> **Assignment**
Would you return the listing exactly as written, apart from its pictures?

> **Source material**
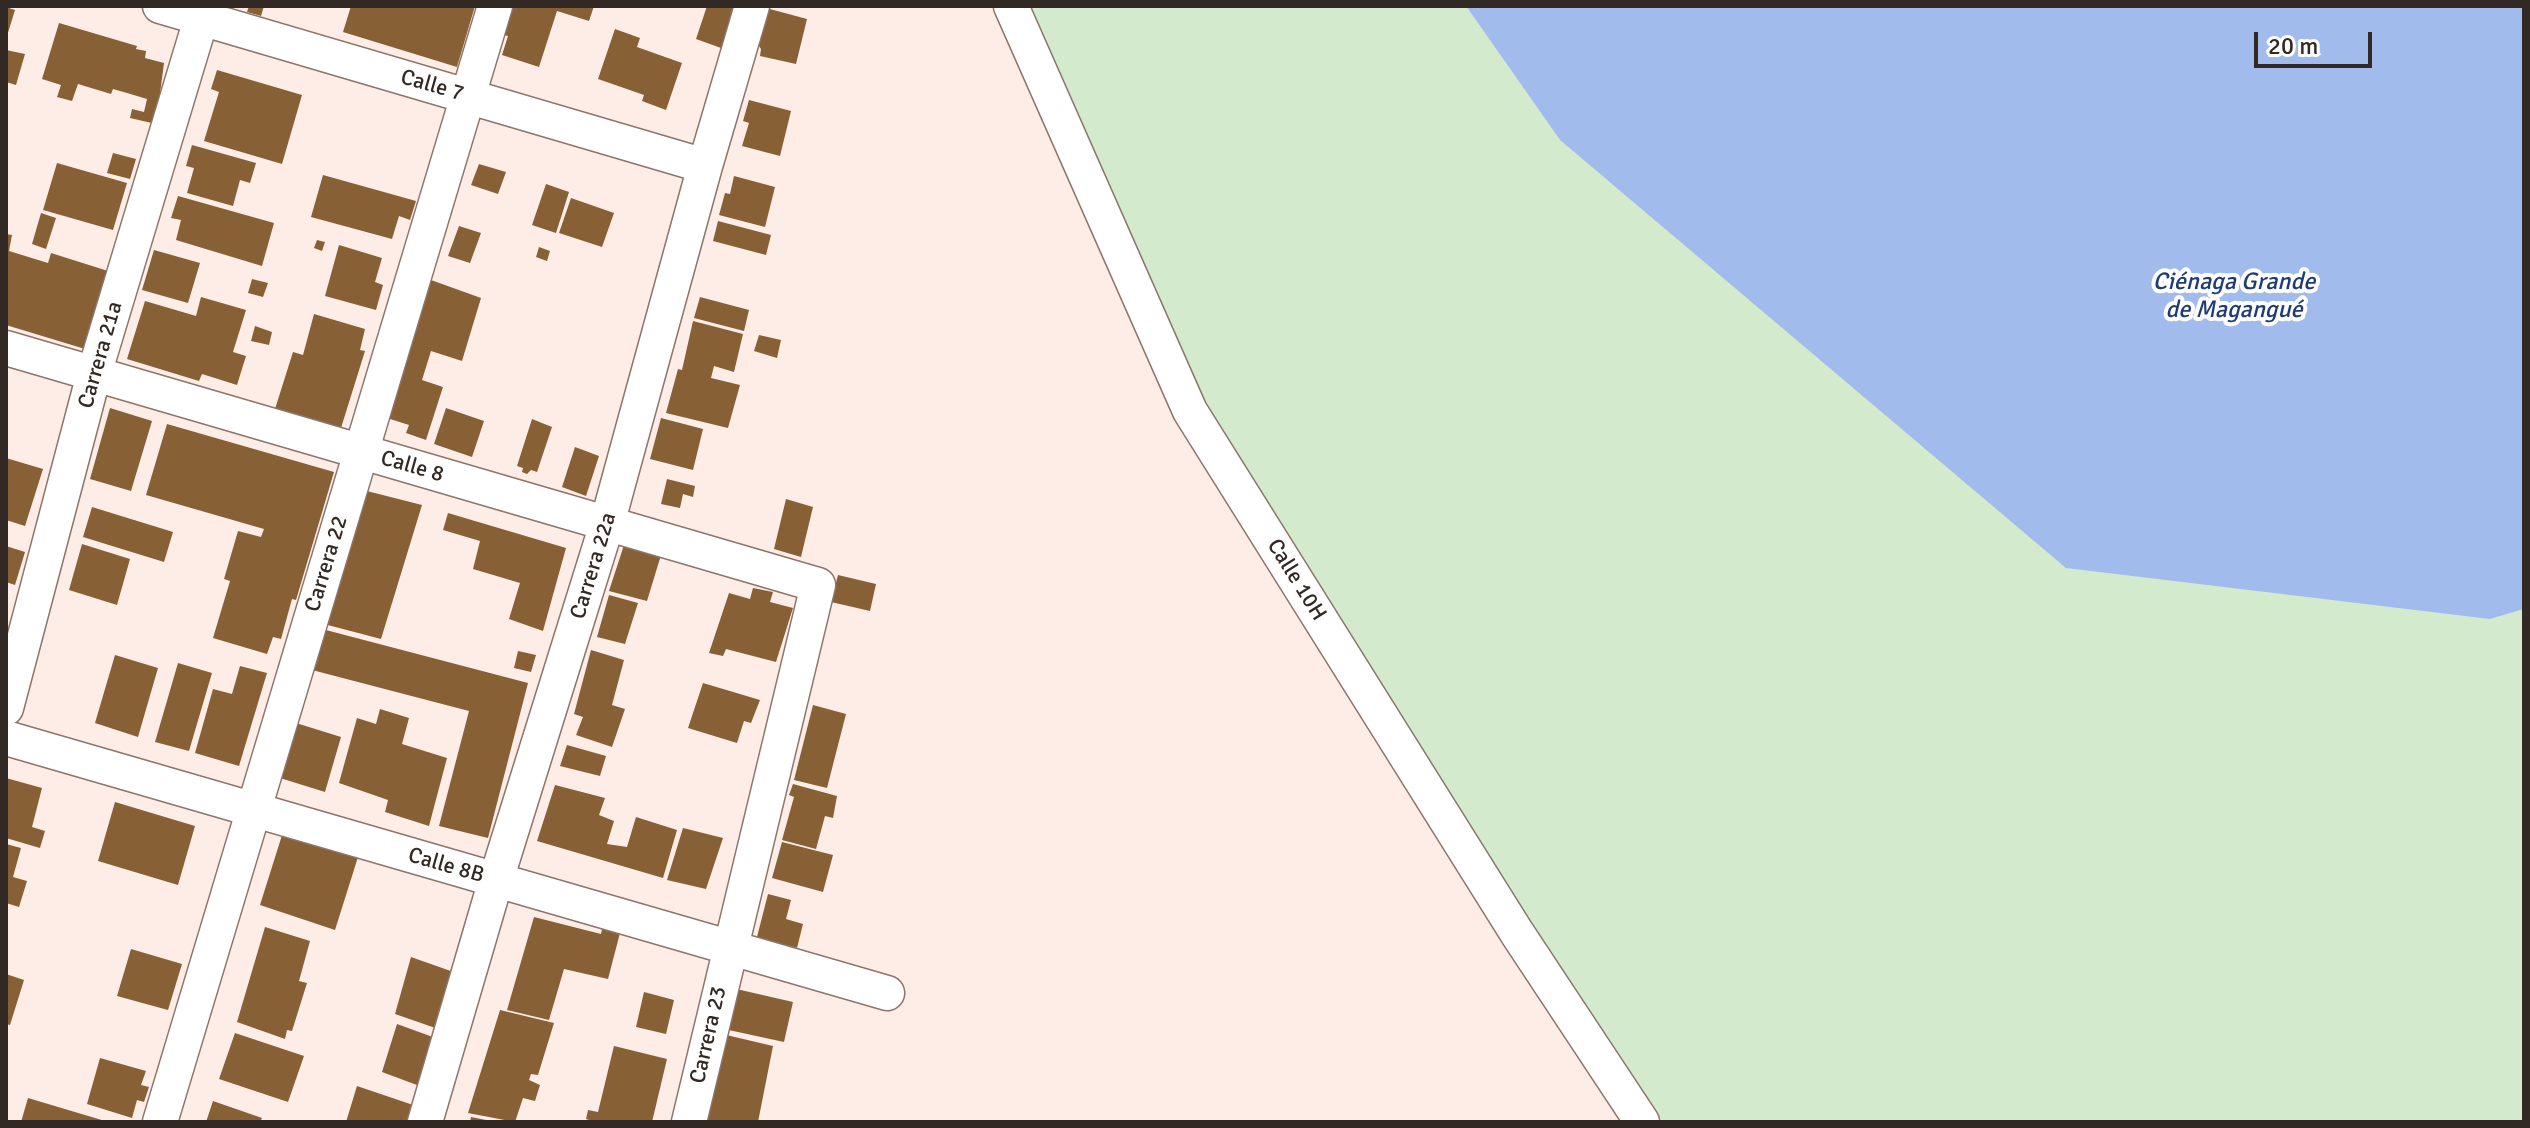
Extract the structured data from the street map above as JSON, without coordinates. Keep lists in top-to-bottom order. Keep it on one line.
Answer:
{"streets":{"street":["Calle 7","Carrera 21a","Calle 8","Carrera 22","Carrera 22a","Calle 10H","Calle 8B","Carrera 23"]},"crossings":[["Calle 7","Carrera 21a"],["Calle 7","Carrera 22"],["Calle 7","Carrera 22a"],["Carrera 21a","Calle 8"],["Calle 8","Carrera 22"],["Calle 8","Carrera 22a"],["Calle 8","Calle 8B"],["Calle 8","Carrera 23"],["Carrera 22","Calle 8B"],["Carrera 22a","Calle 8B"],["Calle 8B","Carrera 23"]],"water":["Ciénaga Grande de Magangué"],"scale_bar":"20 m"}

> **Output of the task**
Extract the structured data from the street map above as JSON, without coordinates. Keep lists in top-to-bottom order. Keep it on one line.
Answer:
{"streets":{"street":["Calle 7","Carrera 21a","Calle 8","Carrera 22","Carrera 22a","Calle 10H","Calle 8B","Carrera 23"]},"crossings":[["Calle 7","Carrera 21a"],["Calle 7","Carrera 22"],["Calle 7","Carrera 22a"],["Carrera 21a","Calle 8"],["Calle 8","Carrera 22"],["Calle 8","Carrera 22a"],["Calle 8","Calle 8B"],["Calle 8","Carrera 23"],["Carrera 22","Calle 8B"],["Carrera 22a","Calle 8B"],["Calle 8B","Carrera 23"]],"water":["Ciénaga Grande de Magangué"],"scale_bar":"20 m"}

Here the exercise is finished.